DATA section start

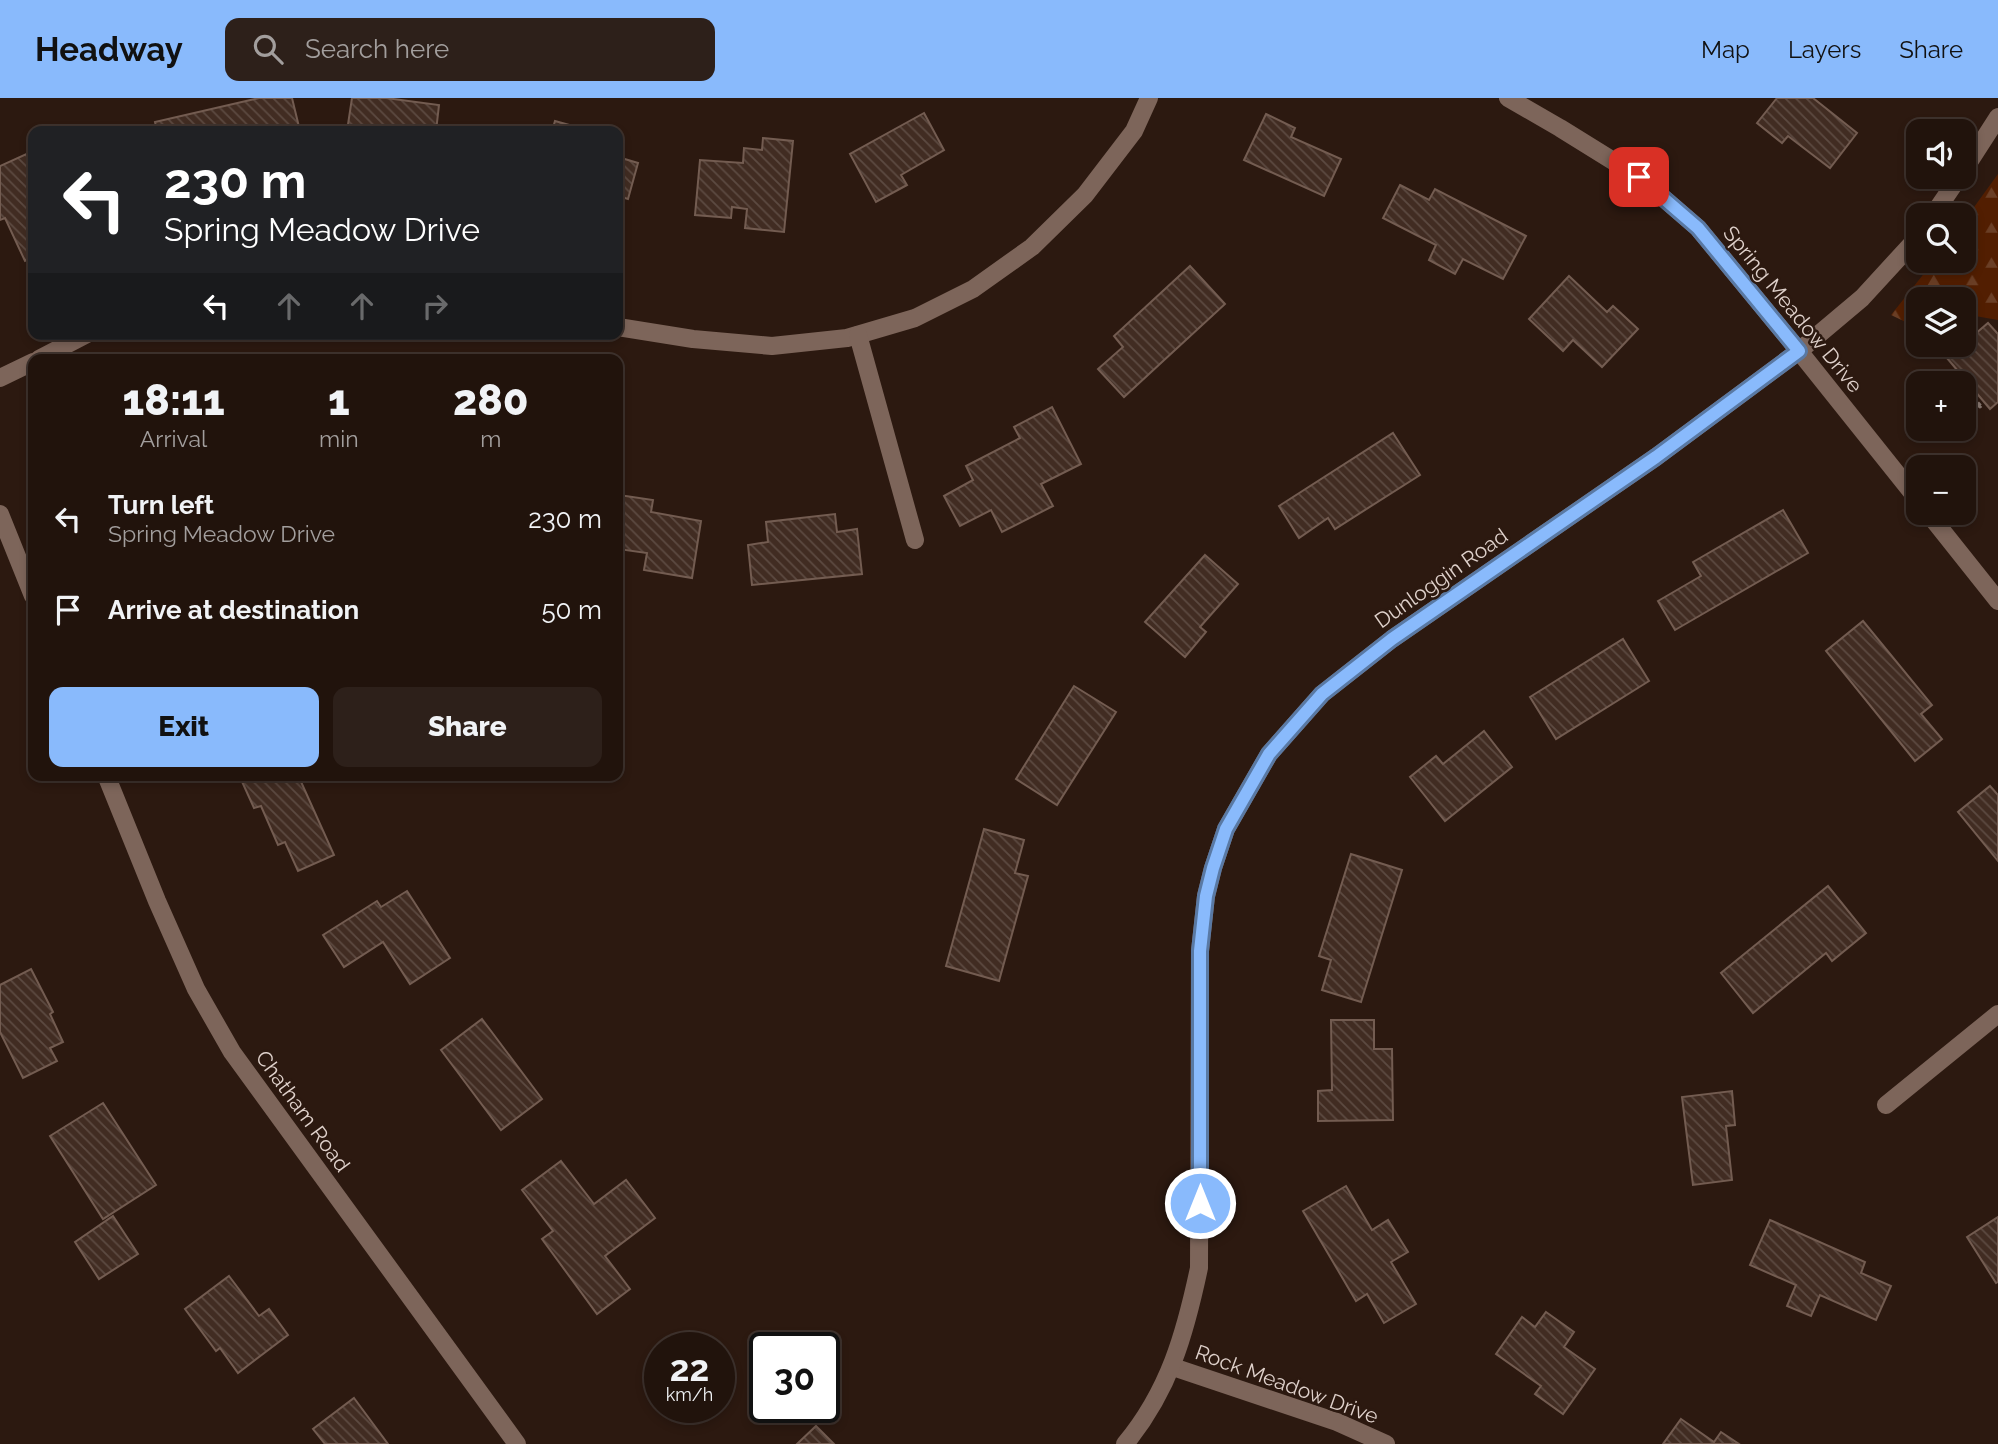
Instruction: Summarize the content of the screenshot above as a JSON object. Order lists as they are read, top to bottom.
{
  "streets": {
    "street": [
      "Spring Meadow Drive",
      "Dunloggin Road",
      "Chatham Road",
      "Rock Meadow Drive"
    ]
  },
  "crossings": [
    ["Spring Meadow Drive", "Dunloggin Road"],
    ["Dunloggin Road", "Rock Meadow Drive"]
  ],
  "page": {
    "header": "Headway",
    "search": "Search here",
    "nav": ["Map", "Layers", "Share"],
    "map_buttons": ["+", "−"],
    "turn": ["230 m", "Spring Meadow Drive"],
    "eta": [
      "18:11",
      "Arrival",
      "1",
      "min",
      "280",
      "m"
    ],
    "list": [
      {
        "name": "Turn left",
        "note": "Spring Meadow Drive",
        "value": "230 m"
      },
      {
        "name": "Arrive at destination",
        "value": "50 m"
      }
    ],
    "buttons": ["Exit", "Share"],
    "speed": "22 km/h",
    "limit": "30"
  }
}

DATA section end

BRIEF |
Except for the pictures, copy the material above exactly.

TASK ANSWER |
Instruction: Summarize the content of the screenshot above as a JSON object. Order lists as they are read, top to bottom.
{
  "streets": {
    "street": [
      "Spring Meadow Drive",
      "Dunloggin Road",
      "Chatham Road",
      "Rock Meadow Drive"
    ]
  },
  "crossings": [
    ["Spring Meadow Drive", "Dunloggin Road"],
    ["Dunloggin Road", "Rock Meadow Drive"]
  ],
  "page": {
    "header": "Headway",
    "search": "Search here",
    "nav": ["Map", "Layers", "Share"],
    "map_buttons": ["+", "−"],
    "turn": ["230 m", "Spring Meadow Drive"],
    "eta": [
      "18:11",
      "Arrival",
      "1",
      "min",
      "280",
      "m"
    ],
    "list": [
      {
        "name": "Turn left",
        "note": "Spring Meadow Drive",
        "value": "230 m"
      },
      {
        "name": "Arrive at destination",
        "value": "50 m"
      }
    ],
    "buttons": ["Exit", "Share"],
    "speed": "22 km/h",
    "limit": "30"
  }
}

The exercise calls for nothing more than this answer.